What you've stumbled upon is called the "Gibbs paradox", and the resolution is to divide the phase space for entropy calculations in statistical mechanics by the identical particle factor, which reduces the number of configurations.
Since the temperature is unchanged in the process, the momentum distribution of the atoms is unimportant, it is the same before and after, and the entropy is entirely spatial, as you realized. The volume of configuration space for the left part is:
${V_1^N \over N!}$
and for the right part is:
${V_2^N\over N!}$
And the total volume of the 2N particle configuration space is:
$(V_1V_2)^N\over (N!)^2$
When you lift the barrier, you get the spatial volume of configuration space
$(V_1 + V_2)^{2N} \over (2N)!$
When $V_1$ and $V_2$ are equal, you naively would expect zero entropy gain. But you do gain a tiny little bit of entropy by removing the wall. Before you removed the wall, the number of particles on the left and on the right were exactly equal, now they can fluctuate a little bit. But this is a negligible amount of extra entropy in the thermodynamic limit, as you can see:
${(2V)^{2N}\over (2N)!} = {2^{2N}(N!)^2\over (2N)!}{V^{2N}\over (N!)^2}$
So that the extra entropy from lifting the barrier is equal to:
$ \log ({(2N)!\over 2^{2N}(N!)^2})$
You might recognize the thing inside the log, it's the probability that a symmetric +/-1 random walk returns to the origin after N steps, i.e. the biggest term of the Pascal triangle at stage 2N when normalized by the sum of all the terms of Pascal's triangle at that stage. From the Brownian motion identity or equivalently, directly from Stirling's formula), you can estimate its size as ${1\over \sqrt{2\pi N}}$, so that the logarithm goes as log(N), it is sub-extensive, and vanishes for large numbers.
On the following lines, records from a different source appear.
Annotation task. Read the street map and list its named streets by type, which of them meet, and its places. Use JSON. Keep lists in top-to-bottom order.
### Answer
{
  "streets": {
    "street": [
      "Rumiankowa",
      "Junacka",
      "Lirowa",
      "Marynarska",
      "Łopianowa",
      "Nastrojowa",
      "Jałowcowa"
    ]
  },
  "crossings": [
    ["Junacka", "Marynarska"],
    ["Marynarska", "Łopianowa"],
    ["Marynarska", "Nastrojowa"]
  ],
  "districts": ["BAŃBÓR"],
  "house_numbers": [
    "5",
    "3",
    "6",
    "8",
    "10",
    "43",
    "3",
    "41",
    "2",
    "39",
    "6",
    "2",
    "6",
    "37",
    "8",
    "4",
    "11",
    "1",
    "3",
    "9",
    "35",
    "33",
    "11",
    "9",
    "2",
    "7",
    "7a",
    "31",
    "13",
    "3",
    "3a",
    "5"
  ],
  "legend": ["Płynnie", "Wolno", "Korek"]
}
The entropy change in the general case is then exactly given by the logarithm of the ratio of the two configuration space volumes before and after:
$e^{\Delta S} = { V_1^N V_2^N \over (N!)^2 } { (2N)! \over (V_1 + V_2)^{2N}} = { V_1^N V_2^N \over ({V_1 + V_2 \over 2})^{2N}} {(2N)!\over 2^{2N}(N!)^2}$
Ignoring the thermodynamically negligible last factor, the macroscopic change in entropy, the part proprtional to N, is:
$\Delta S = N\log({4 V_1 V_2 \over (V_1 + V_2)^2})$
up to a sign, it is as you calculated.
Additional comments
You might think that it is weird to gain a little bit of entropy just from the fact that before you lift the wall you knew that the particle numbers were exactly N, even if that entropy is subextensive. Wouldn't that mean that when you lower the wall, you reduce the entropy a tiny subextensive amount, by preventing mixing of the right and left half? Even if the entropy decrease is tiny, it still violates the second law.
There is no entropy decrease, because when you lower the barrier, you don't know how many molecules are on the left and how many are on the right. If you add the entropy of ignorance to the entropy of the lowered wall system, it exactly removes the subextensive entropy loss. If you try to find out how many molecules are on the right vs how many are on the left, you produce more entropy in the process of learning the answer than you gain from the knowledge.
Best Answer
The entropy of $N$ molecules of an ideal gas in a volume $V$ at temperature $T$ can be expressed as:
$$S(N, V, T) = N k\log\left(\frac{V}{V_0}\right) + C_v\log\left(\frac{T}{T_0}\right) + S(N, V_0,T_0)$$
Here $V_0$ and $T_0$ define arbitrary standard conditions at which the entropy is known, and $C_v$ is the total heat capacity at constant volume. To derive this formula, you can consider the change in entropy from the standard conditions to the final state using an isothermal process at constant pressure where heat is added to the system, thus yields the first term. After that we can change the temperature from $T_0$ to $T$ by adding heat to the system at constant volume, the entropy change due to that process is given by the second term.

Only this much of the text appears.